Le politiste nie cette dimension de conditionnement psychique et physique, qu’il ne peut pas ignorer, préférant accuser celle qui la rapporte d’intention complotiste et catastrophiste : « l’une des caractéristiques du complotiste, est sa vision résolument catastrophiste. En d’autres mots, le péril est là, à nos portes, mais seule une poignée d’éveillés le verrait ».

  1. H.Seniguer écrit : « tout discours contestataire et critique venant de milieux musulmans comme non-musulmans émis à l’égard de politiques publiques ou d’opinion ayant vocation à traiter, à parler de l’islam et de la présence musulmane, pourrait être interprété, a priori ou a posteriori, comme une justification de la violence physique ».

Il soutient que, si l’on adoptait ma thèse, les propos de tous ceux (qu’ils soient musulmans ou non musulmans) qui tiennent un discours contestataire ou critique à l’égard des politiques publiques dans le but de défendre les musulmans, pourraient justifier la violence physique contre les musulmans.
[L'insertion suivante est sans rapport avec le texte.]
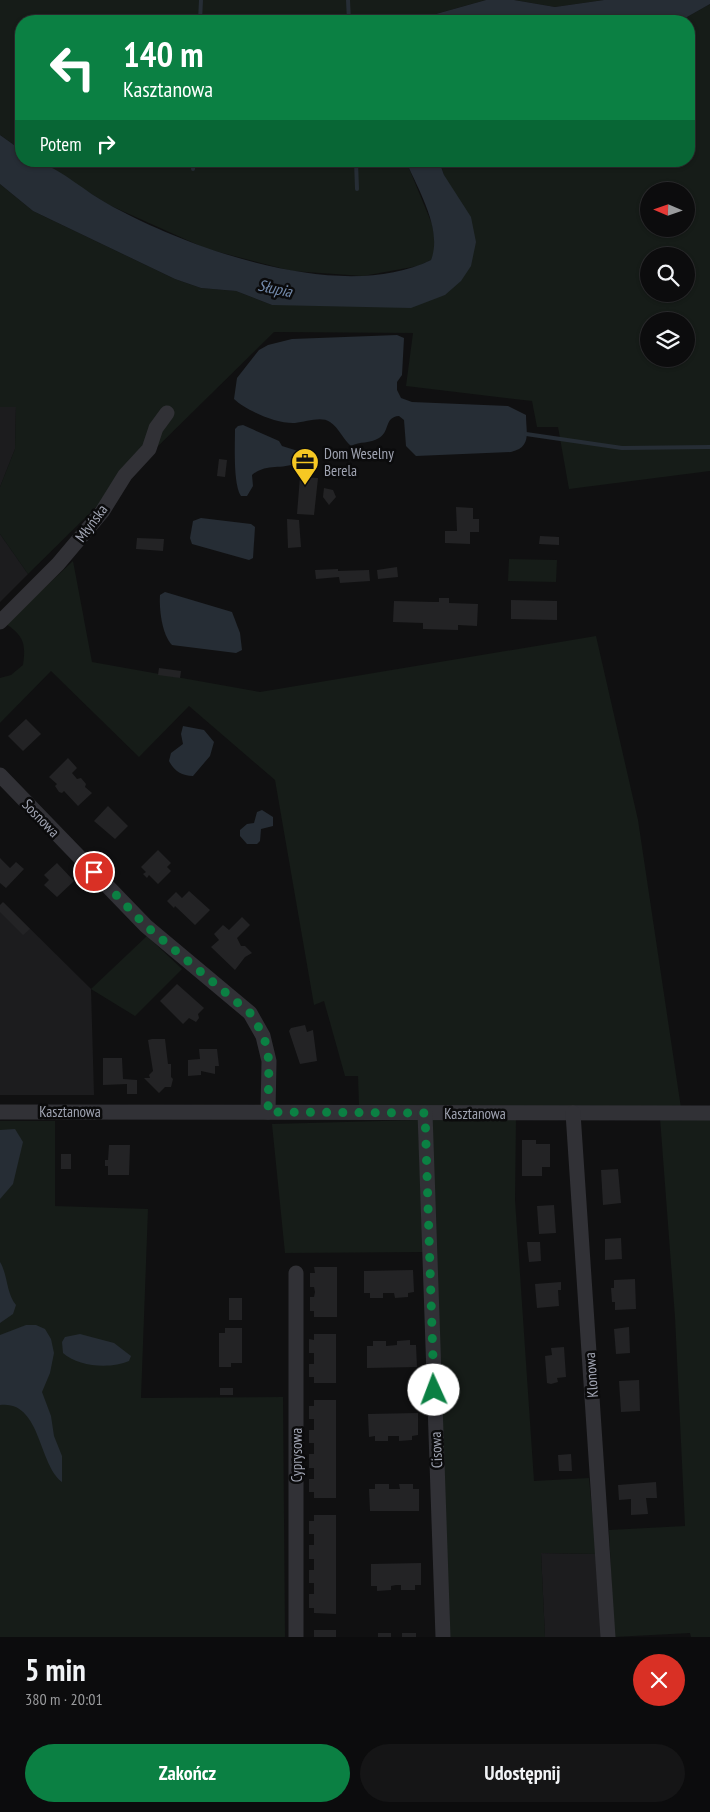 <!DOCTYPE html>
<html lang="pl">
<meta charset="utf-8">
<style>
:root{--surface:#0c0c0d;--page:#151516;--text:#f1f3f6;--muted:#9a9b9d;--line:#2c2c2e;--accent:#0b8043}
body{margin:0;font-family:"PT Sans Narrow",sans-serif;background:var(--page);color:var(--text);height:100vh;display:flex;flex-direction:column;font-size:19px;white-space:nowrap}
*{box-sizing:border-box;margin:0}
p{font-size:16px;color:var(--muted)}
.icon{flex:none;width:28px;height:28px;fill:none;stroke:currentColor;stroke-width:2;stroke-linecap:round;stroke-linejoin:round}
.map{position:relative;height:1637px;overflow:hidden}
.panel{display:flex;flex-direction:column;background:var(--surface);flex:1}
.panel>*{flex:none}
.hud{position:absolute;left:15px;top:15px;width:680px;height:152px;border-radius:20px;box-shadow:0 1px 4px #0004,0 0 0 1px var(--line);background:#0b8043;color:#fff;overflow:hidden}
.needle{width:32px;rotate:272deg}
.controls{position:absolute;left:640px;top:182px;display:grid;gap:10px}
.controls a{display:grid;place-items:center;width:55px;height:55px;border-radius:50%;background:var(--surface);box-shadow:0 1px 4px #0004,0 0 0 1px var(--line);font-size:25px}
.pin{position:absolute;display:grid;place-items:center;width:42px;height:42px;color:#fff;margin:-21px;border:2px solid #fff;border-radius:50%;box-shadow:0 1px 5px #0007}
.me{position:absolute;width:55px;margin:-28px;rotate:358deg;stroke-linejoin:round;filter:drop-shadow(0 0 4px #0008)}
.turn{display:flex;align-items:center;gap:18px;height:105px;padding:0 25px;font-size:22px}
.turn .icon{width:65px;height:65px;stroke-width:2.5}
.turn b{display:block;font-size:35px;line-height:42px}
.then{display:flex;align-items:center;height:48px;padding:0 25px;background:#0003;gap:10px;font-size:19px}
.round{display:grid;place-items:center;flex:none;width:52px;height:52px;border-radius:26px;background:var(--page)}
.head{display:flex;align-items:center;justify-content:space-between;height:85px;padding:0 25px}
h1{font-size:30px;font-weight:700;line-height:38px}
.primary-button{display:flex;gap:10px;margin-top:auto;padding:10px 25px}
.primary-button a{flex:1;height:58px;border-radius:30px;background:var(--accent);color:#fff;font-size:20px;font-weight:700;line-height:58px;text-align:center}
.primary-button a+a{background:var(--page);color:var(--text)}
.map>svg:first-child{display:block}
</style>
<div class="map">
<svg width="710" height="1637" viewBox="0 0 710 1637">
<rect width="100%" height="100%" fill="#101011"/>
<g fill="#1c1c1e">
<polygon points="0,407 16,407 15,449 0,487"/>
<polygon points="0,534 28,574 0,602"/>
<polygon points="4,903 91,989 94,1095 0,1095 0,908"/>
<polygon points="541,1553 596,1554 602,1637 545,1637"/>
</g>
<g fill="#161c18" fill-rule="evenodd">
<polygon points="0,0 486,0 436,14 432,21 21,21 21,150 0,135"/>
<polygon points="514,0 604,0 555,7"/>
<path d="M 710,4 L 710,471 L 569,489 L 558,427 L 537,427 L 532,401 L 406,386 L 413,333 L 274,332 L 28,574 L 0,534 L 0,487 L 15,449 L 16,407 L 0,407 L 0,184 L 33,211 L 175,279 L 201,288 L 236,291 L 272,305 L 445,295 L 444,175 L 439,161 L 689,161 L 689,21 L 680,21 ZM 649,191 L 686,191 L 686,229 L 649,229 ZM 649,256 L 686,256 L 686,294 L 649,294 ZM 649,321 L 686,321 L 686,359 L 649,359 Z"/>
<polygon points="39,161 406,161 432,224 436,247 431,260 418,266 363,276 292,271 207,249 109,205"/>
<polygon points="509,559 557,560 556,582 508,581"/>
<path d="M 73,561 L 92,662 L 260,692 L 596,636 L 638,820 L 681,1108 L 359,1106 L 358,1076 L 345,1076 L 324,1001 L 314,1005 L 275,780 L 189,706 L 139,757 L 51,671 L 0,723 L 0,678 L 11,675 L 23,665 C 26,644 24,636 6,624 Z"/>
<polygon points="147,936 182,969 135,1016 91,989"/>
<polygon points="516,1118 515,1200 534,1481 589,1478 596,1554 541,1553 545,1637 448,1637 431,1120"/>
<polygon points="660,1118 710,1118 710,1637 691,1637 690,1633 614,1637 609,1530 685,1526 675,1317"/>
<polygon points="418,1120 423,1252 285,1253 272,1124"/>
<polygon points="0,1121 55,1121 55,1206 148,1209 141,1398 283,1397 285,1637 0,1637"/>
</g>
<g fill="#262d35">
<polygon points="486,0 514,0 555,7 604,0 710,0 710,4 680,21 432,21 436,14"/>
<path d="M 0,135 L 21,150 L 21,161 C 27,161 35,160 40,162 C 63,171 86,192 108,204 C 189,249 342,304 431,260 C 443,229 418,190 406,161 L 439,161 L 444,175 L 471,217 L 476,242 L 471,266 L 461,281 L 445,295 L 411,308 L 272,305 L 236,291 L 201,288 L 175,279 L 33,211 L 0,184 Z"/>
<path d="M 397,335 L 404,338 L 402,375 L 397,382 L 397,390 L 401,398 L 412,402 L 508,406 L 526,415 C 526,433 532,447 511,452 L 416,456 L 406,446 L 404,420 L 399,416 C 384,417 390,432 379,438 C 370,444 360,441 351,446 C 343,439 339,428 330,422 C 321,416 306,422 295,423 C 277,424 247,411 234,399 L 237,378 L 259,350 L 268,345 L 292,339 Z"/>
<path d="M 243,425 L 279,441 L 282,446 L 298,451 L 297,463 C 281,470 266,463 252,475 L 253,486 L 247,496 L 241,496 C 233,484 235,445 235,429 L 238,426 Z"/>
<polygon points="201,518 251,524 255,527 253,558 249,560 192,544 190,538 193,521"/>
<path d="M 165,592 L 232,612 L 240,633 L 242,650 L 236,653 L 172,645 C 162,635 159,609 160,595 Z"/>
<path d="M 183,726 L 204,730 L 214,742 L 210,756 L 193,776 C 182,776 174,771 169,761 L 171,753 L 183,744 L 181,734 Z"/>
<polygon points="262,810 273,817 273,826 261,829 260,841 257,844 247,844 240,836 240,830 247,824 254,823 257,812"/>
<polygon points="15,1129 23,1142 13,1184 0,1199 0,1130"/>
<path d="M 0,1262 C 8,1275 6,1293 16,1305 L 13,1314 L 0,1323 Z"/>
<path d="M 26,1325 L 36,1325 L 45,1329 L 51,1339 L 54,1353 L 50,1373 L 42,1392 L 51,1416 L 54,1436 L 62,1456 L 62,1482 C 38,1464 41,1400 0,1405 L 0,1335 Z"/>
<path d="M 80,1334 L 114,1343 L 131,1356 L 129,1361 C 111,1369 78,1367 63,1353 L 62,1342 L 65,1337 Z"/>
</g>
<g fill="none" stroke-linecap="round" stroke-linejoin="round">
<g stroke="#262d35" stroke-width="4">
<polyline points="348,0 349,21"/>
<polyline points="200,21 201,0"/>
<polyline points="356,161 357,189"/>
<polyline points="193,169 194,161"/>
<polyline points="526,434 622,448 710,447"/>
</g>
</g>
<g fill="#232325">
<polygon points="219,459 227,460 225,477 217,476"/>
<polygon points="300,477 318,478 314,515 297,514"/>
<polygon points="324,488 333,490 336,497 329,505 323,497"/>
<polygon points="456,507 473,508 473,519 479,519 479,532 470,532 470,544 445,543 445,531 457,531"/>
<polygon points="287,519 299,520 301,547 288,548"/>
<polygon points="540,536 559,537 559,545 539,544"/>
<polygon points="137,538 164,539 163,551 136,549"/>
<polygon points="397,567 398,577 378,579 377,570"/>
<polygon points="338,569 338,571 369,570 370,581 340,583 339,577 316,579 315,570"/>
<polygon points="439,598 449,598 449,603 478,604 477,626 458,625 458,630 423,629 423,623 393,622 394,601 434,602 439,602"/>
<polygon points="511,600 557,601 557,620 511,619"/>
<polygon points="159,668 181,671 180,678 158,675"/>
<polygon points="26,719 41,734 23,751 8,736"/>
<polygon points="68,758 77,768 72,773 77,779 81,778 86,784 85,787 92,793 78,806 64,791 62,793 59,792 55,786 57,784 49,777"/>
<polygon points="108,806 128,826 115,839 94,821"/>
<polygon points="158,850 171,863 167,867 171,871 158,884 149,875 147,878 143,874 146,872 141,867"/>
<polygon points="0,858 10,868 16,862 24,869 6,888 0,883"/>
<polygon points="57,863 74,881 57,897 44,885 49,880 44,875"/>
<polygon points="189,891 210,910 195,925 175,906 174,908 167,901 176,892 182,898"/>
<polygon points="3,902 30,929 23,935 0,912 0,905"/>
<polygon points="242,917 250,925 237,938 241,946 245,946 252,953 245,957 235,970 211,947 219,940 214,934 223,925 229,930"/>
<polygon points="177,984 204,1008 198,1014 199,1018 196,1022 189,1018 183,1024 160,1001"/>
<polygon points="305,1025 307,1032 313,1030 317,1061 300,1064 289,1031 291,1028"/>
<polygon points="152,1039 165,1039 168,1064 171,1064 171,1077 173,1079 171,1087 165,1087 159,1093 144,1078 150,1078 149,1075 153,1071 148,1040"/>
<polygon points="199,1049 217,1049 219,1066 215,1066 215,1074 201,1071 201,1075 188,1076 188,1060 200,1059"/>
<polygon points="103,1058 122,1058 123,1079 137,1080 137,1094 127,1094 127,1084 103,1085"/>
<polygon points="522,1140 536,1140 536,1144 550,1144 550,1167 542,1167 542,1176 522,1176"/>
<polygon points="109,1145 130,1145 129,1175 108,1175 108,1166 105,1166 105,1160 108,1160"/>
<rect x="61" y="1154" width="10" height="15"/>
<polygon points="618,1169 621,1203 603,1205 601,1170"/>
<polygon points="554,1205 556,1233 539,1234 537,1206"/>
<polygon points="621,1238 622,1259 605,1260 605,1239"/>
<polygon points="527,1242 540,1242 541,1261 529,1262"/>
<polygon points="314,1267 337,1267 337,1317 314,1317 314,1311 310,1311 310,1297 314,1297 315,1292 314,1287 310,1287 310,1273 315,1273"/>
<polygon points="413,1270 414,1292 408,1293 408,1297 395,1298 394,1293 383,1293 383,1298 370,1298 370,1293 364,1293 364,1271"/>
<polygon points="635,1279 636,1309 615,1310 615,1302 612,1302 611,1288 614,1288 614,1280"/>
<polygon points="561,1282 561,1290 558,1290 559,1306 537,1308 535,1284"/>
<rect x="229" y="1298" width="13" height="22"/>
<polygon points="629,1327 630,1353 616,1354 614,1329"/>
<polygon points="225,1328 242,1328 242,1363 231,1363 231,1367 219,1367 219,1333 225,1333"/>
<polygon points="314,1334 336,1334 336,1383 314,1383 314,1377 309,1377 309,1364 314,1364 314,1353 309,1353 309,1339 314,1340"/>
<polygon points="410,1340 410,1345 416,1345 417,1367 367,1368 367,1346 373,1346 373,1341 386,1341 386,1346 397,1345 397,1341"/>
<polygon points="564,1347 566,1377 557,1378 558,1382 551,1384 547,1383 545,1356 552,1355 551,1348"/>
<polygon points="639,1380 640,1411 621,1412 619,1381"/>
<rect x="220" y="1388" width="13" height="7"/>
<polygon points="314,1400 336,1400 336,1498 314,1498 314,1492 309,1492 309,1479 314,1479 314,1468 309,1468 309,1454 314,1454 314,1443 309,1443 309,1430 314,1430 314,1419 309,1419 309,1406 314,1406"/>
<polygon points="418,1413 418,1435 412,1436 412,1440 399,1441 399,1436 388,1436 388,1441 375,1441 375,1436 369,1437 368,1414"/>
<polygon points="571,1454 572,1471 559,1471 558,1455"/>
<polygon points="656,1482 657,1498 646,1498 648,1514 631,1515 631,1499 619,1500 618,1485"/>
<polygon points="375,1484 389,1484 389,1489 400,1489 399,1484 413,1484 413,1489 419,1489 419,1511 370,1511 369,1489 375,1489"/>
<polygon points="314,1515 336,1515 336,1614 314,1613 314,1608 309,1608 309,1594 314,1594 314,1583 309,1583 309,1570 314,1570 314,1559 309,1559 309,1545 314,1545 314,1534 309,1534 309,1521 314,1521"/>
<polygon points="421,1563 421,1585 415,1585 415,1590 401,1590 401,1585 396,1585 391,1586 391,1590 377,1591 377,1586 371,1586 371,1564"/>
<rect x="314" y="1630" width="22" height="7"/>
<rect x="378" y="1633" width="13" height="4"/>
<rect x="402" y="1633" width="14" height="4"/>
</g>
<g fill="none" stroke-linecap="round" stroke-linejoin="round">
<g stroke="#313136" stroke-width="15">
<polyline points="0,622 58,564 102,512 125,475 149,449 156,428 167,413"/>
<polyline points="0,775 146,926 250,1013 263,1036 269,1061 268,1112"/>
<polyline points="0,1112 710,1113"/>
<polyline points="425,1113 443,1637"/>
<polyline points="573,1113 608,1637"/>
<polyline points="296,1637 296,1273"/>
</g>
</g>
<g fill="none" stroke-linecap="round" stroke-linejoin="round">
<polyline stroke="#0b8043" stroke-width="9" stroke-dasharray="0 16.2" points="94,872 146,926 250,1013 264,1036 269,1061 268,1112 425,1113 434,1390"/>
</g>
<defs>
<symbol id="office-pin" viewBox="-11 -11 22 30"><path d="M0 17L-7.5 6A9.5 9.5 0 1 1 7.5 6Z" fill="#f6c823" stroke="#0b0b0c"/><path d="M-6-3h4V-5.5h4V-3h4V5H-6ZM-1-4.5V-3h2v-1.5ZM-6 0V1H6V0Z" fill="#111"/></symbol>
</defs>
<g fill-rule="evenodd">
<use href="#office-pin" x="289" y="446" width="32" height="43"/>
</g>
<g text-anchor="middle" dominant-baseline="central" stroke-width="5" stroke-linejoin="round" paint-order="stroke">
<g font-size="15" fill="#a0a4b2" stroke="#0b0b0c" text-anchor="start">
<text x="324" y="453">Dom Weselny<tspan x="324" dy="17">Berela</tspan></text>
</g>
<g font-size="15" fill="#a0a4b2" stroke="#0b0b0c">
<text transform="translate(91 523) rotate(-53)">Młyńska</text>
<text transform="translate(41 818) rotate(46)">Sosnowa</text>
<text x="70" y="1111">Kasztanowa</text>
<text x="475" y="1113">Kasztanowa</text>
<text transform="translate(591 1375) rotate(-94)">Klonowa</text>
<text transform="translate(436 1450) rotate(-92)">Cisowa</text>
<text transform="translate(296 1455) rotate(-90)">Cyprysowa</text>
</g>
<g font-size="16" font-style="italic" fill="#758daf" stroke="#0b0b0c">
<text transform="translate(275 288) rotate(12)">Słupia</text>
</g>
</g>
</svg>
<div class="controls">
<a><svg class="needle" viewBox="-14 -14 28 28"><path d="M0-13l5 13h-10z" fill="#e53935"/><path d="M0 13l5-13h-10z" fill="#9a9b9d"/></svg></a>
<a><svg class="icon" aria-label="search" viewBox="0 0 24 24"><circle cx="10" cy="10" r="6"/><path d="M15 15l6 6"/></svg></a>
<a><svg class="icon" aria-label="layers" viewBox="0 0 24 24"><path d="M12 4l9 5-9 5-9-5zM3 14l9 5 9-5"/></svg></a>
</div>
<div class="pin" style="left:94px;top:872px;background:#d93025"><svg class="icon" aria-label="arrive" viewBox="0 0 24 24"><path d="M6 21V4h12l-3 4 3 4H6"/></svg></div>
<svg class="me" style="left:434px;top:1390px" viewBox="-20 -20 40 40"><circle r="19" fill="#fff"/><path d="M0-13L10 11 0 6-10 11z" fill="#0b8043"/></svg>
<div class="hud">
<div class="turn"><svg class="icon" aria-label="left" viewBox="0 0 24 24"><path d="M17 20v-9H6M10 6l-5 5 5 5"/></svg><div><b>140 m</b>Kasztanowa</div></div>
<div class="then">Potem<svg class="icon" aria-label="right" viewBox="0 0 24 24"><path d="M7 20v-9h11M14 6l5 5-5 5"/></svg></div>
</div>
</div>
<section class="panel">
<div class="head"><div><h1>5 min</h1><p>380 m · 20:01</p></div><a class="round" style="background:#d93025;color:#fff"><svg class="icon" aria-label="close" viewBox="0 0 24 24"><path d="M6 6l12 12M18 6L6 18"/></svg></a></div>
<div class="primary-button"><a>Zakończ</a><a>Udostępnij</a></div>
</section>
C’est évidemment une accusation gravissime et totalement infondée, qui impute à mon livre des intentions criminelles.

Cette technique est celle des organisations de lutte contre l’islamophobie (une des activités centrales des Frères de la deuxième génération en Europe) qui ont fait de ce soupçon une arme redoutable : l’accusation d’islamophobie structurelle empêche une société de se défendre contre l’islamisme. Venant de l’université, de la part d’un chercheur qui reçoit son salaire des contribuables, c’est une infamie. 

Conclusion 

Depuis plusieurs décennies, les sciences sociales en France on fait une large place à la théorie de l’islam politique légaliste, se laissant aller à imaginer un islamisme européen compatible avec la démocratie. 

Pour s’imposer cette théorie a criminalisé toute autre vue. Elle l’a fait sans rencontrer de réel obstacle car personne n’osait véritablement affronter et contredire une thèse rassurante. Le frérisme s’est imposé notamment par le verrouillage de la critique, et l’interdiction de penser la dimension programmatique de la doctrine sous peine d’être accusé d’islamophobe et de complotiste. 

En mettant au jour cette dimension, mon livre a déclenché la fureur.